Miller tore the scrap of paper into even tinier pieces which he flushed down the lavatory.

He left his apartment just after 6.30. The evening was darkening, the lights on in the small
Kneipe
beside the arches under the railway track. He sat at the window in the bar reading that day’s
Neues Deutschland
. The Party newspaper was full of the usual platitudes about quotas filled and targets achieved by the national economy but Miller held a sneaking regard for it. He just wouldn’t like to be writing a column for it, always attempting to second-guess the censor who would measure your words against the Party’s own orthodox template.

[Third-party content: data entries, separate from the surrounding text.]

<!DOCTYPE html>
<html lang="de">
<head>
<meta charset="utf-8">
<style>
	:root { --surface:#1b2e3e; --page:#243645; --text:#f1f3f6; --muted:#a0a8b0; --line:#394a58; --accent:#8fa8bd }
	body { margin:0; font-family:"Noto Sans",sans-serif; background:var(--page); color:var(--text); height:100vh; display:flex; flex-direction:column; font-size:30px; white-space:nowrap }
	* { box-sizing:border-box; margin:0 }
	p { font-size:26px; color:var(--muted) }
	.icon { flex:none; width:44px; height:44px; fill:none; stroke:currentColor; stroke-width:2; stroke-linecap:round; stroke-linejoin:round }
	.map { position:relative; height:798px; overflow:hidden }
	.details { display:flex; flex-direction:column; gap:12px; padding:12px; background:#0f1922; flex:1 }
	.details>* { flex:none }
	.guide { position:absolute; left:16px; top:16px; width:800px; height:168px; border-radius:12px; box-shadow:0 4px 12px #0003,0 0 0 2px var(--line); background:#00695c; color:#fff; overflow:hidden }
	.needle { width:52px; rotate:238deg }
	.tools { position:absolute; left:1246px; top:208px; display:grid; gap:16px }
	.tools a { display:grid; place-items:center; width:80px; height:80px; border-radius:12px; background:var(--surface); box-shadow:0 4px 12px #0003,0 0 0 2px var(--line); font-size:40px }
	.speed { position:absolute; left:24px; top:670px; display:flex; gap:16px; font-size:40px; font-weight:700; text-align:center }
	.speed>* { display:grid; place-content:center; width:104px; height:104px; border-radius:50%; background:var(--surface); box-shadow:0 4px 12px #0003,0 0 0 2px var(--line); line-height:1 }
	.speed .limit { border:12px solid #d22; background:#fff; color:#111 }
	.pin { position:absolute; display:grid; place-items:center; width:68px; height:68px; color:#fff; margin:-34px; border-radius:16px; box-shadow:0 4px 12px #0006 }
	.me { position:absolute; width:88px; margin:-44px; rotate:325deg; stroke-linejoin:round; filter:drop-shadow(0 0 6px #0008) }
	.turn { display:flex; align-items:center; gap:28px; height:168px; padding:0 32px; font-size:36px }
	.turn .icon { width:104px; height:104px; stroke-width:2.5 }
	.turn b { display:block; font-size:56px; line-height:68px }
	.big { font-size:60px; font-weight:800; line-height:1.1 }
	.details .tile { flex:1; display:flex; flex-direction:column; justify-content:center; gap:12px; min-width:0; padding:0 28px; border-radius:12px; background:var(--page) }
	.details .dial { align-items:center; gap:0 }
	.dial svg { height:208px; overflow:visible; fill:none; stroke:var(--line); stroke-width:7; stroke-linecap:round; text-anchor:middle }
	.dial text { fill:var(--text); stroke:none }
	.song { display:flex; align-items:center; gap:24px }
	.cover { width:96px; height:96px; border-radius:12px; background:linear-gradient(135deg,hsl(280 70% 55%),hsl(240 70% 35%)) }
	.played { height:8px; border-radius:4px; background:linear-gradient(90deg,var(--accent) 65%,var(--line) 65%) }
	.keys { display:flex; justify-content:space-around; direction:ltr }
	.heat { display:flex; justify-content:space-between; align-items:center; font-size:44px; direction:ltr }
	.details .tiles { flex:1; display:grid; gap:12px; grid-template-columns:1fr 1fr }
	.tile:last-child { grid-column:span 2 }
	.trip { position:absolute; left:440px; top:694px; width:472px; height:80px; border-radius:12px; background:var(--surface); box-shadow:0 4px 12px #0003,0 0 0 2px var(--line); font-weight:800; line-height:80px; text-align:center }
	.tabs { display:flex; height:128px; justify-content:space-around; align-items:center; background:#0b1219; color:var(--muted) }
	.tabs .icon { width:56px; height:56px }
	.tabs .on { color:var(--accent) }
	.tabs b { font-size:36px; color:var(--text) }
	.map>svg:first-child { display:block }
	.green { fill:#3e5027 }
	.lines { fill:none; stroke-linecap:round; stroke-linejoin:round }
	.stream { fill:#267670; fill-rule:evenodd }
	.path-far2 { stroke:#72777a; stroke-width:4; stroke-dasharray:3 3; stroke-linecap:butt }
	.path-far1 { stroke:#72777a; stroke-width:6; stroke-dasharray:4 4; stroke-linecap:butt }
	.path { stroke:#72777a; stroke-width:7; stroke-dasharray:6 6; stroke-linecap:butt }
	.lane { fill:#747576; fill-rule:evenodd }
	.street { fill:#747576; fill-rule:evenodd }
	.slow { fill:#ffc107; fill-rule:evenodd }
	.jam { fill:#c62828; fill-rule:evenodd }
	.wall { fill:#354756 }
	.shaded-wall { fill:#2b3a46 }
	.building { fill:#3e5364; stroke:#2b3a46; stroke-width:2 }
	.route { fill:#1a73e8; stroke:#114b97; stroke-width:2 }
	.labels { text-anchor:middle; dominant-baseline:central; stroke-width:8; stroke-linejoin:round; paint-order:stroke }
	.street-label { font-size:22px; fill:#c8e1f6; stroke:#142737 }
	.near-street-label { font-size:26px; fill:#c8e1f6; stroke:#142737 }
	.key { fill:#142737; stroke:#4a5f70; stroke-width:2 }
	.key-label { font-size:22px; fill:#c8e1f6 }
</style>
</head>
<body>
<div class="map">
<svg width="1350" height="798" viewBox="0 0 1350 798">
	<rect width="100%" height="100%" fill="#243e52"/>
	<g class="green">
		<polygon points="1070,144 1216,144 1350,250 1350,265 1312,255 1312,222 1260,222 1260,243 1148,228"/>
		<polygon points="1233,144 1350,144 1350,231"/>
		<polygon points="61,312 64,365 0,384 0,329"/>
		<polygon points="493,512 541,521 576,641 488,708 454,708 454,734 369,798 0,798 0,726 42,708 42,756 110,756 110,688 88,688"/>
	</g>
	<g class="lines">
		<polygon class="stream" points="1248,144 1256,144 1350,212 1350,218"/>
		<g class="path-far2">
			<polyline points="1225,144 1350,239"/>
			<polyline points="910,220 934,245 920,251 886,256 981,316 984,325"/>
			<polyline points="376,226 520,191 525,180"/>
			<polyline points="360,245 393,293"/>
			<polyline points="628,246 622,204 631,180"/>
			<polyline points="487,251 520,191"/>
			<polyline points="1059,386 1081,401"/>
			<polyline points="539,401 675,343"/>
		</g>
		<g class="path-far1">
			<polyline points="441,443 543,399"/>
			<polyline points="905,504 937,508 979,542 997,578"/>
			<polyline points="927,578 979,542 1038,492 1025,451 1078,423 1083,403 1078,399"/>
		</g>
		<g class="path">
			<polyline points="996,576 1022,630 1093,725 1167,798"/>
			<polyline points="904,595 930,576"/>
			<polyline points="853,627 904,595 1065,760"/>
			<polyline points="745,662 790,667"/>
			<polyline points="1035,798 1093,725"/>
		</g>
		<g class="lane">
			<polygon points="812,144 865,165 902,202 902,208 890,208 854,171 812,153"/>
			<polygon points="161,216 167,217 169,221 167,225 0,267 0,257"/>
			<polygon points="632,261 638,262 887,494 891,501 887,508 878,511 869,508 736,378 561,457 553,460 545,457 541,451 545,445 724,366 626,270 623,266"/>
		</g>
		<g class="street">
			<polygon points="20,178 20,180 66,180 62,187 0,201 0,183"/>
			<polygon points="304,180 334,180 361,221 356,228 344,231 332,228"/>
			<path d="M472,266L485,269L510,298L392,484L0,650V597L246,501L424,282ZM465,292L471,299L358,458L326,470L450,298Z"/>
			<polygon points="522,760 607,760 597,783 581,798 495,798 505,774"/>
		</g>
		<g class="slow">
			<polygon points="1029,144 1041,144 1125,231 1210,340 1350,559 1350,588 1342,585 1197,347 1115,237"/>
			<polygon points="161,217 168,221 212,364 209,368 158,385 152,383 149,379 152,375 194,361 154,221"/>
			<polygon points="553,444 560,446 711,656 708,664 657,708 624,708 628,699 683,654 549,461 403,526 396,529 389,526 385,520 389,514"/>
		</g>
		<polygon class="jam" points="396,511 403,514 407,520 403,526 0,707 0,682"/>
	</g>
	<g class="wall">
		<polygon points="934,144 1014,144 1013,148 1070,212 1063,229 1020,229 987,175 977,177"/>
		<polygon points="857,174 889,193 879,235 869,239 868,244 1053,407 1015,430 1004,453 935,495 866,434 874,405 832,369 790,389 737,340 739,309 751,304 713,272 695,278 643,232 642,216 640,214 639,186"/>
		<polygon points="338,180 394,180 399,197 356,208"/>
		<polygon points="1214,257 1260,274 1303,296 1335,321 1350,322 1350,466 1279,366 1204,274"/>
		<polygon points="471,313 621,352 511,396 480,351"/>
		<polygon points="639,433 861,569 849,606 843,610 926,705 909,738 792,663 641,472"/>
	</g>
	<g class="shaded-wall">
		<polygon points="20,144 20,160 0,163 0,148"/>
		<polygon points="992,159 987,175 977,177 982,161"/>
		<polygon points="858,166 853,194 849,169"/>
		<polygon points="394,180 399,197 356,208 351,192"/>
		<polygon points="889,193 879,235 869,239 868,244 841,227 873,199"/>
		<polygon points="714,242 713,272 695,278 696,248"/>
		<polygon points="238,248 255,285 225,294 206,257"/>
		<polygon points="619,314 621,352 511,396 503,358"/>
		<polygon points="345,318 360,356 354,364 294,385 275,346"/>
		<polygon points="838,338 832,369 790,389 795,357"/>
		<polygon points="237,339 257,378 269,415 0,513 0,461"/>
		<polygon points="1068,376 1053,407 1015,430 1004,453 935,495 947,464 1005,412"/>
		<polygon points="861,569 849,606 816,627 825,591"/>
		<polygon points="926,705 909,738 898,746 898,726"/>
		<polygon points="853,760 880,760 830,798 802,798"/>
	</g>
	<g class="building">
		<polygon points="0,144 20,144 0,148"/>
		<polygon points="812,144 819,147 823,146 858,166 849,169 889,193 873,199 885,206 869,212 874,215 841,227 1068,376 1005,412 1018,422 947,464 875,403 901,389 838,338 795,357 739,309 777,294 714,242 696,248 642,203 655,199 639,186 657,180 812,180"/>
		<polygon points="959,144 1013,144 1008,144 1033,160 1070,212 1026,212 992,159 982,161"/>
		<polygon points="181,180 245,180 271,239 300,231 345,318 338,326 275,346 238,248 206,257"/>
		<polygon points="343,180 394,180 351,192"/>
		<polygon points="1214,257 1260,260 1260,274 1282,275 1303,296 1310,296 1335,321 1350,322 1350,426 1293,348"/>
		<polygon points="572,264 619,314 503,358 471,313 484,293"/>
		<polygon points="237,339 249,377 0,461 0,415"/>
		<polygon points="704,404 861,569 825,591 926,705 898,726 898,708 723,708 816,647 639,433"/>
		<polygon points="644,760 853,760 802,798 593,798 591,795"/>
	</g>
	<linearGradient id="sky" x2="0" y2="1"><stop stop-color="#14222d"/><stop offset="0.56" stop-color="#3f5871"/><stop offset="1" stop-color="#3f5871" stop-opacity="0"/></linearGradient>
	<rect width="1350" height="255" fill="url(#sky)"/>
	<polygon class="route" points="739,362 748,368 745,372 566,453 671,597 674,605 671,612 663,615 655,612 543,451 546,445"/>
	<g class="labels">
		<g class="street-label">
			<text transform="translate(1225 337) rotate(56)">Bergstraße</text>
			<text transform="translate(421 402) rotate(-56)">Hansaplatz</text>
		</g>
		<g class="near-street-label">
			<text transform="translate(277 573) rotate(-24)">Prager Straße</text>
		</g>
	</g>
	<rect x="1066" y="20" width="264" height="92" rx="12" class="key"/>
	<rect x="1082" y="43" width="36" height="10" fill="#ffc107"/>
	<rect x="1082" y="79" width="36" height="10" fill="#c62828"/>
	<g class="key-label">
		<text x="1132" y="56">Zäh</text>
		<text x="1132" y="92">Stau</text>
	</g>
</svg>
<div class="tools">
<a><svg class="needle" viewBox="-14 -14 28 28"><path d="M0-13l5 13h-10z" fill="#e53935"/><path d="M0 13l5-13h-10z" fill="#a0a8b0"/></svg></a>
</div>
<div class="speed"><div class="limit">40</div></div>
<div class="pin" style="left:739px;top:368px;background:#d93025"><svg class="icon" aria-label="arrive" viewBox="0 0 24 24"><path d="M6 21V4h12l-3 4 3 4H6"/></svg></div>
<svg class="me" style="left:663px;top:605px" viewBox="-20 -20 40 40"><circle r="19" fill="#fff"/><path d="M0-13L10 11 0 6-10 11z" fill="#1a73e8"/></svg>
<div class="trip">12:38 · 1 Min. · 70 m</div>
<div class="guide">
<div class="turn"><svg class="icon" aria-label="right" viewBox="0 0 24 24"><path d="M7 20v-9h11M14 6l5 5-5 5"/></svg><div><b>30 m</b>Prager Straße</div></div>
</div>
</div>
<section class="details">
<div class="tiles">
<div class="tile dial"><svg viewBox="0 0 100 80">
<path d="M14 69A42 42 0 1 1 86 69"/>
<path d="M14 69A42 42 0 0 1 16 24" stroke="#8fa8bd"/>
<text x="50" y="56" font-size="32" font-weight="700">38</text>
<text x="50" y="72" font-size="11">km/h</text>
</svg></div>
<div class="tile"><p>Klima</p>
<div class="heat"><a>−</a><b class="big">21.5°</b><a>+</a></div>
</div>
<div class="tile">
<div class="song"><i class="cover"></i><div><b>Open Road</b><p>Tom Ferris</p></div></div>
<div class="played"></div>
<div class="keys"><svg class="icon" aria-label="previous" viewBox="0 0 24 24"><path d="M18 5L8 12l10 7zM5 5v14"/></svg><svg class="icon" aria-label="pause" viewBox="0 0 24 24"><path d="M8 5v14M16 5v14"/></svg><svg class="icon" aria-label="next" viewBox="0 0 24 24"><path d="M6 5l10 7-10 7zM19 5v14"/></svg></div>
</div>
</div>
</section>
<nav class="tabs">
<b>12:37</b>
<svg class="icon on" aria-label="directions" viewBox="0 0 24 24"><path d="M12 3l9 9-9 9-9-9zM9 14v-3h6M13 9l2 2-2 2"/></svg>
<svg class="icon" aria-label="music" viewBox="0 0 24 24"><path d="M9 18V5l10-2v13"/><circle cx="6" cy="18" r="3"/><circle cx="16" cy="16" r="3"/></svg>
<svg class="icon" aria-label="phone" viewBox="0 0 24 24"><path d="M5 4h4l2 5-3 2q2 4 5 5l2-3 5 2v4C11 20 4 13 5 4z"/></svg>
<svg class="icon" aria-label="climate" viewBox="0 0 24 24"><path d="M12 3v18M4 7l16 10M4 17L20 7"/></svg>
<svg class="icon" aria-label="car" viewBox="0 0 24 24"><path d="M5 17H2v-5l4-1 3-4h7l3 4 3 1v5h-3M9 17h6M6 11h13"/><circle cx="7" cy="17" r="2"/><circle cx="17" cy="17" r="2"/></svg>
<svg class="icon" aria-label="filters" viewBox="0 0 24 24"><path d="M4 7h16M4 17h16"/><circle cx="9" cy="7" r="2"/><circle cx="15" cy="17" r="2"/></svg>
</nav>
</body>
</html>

He turned the pages, glanced through the window at the stragglers heading home. None delayed, studied him through the glass.
As if you’d be able to tell
.

Nor could he tell on the platform, waiting for his train. He stood reading his folded newspaper, remembering to turn over the pages. Around him rose the murmur of low conversation. A gaggle of teenagers with spiked hair and a couple of shared bottles of beer. A courting couple holding hands. A mascaraed older woman with her dyed yellow hair peeking from a scarf and a near-hairless little dog straining on a lead. At the far end of the platform a tall fellow in an overcoat patrolled like a sentry, cigarette glowing like a warning light in the gathering gloom.
As if you could tell
.

The train had
more empty seats than passengers. Miller wondered about the wisdom of a meeting in such exposed circumstances. Especially when you didn’t know if you were on a wild-goose chase. Axel would never set up such a meet.

Still, you had to suppose General Reder knew what he was doing. You didn’t survive the Battle of Kirovograd and a Soviet POW camp without a modicum of cunning.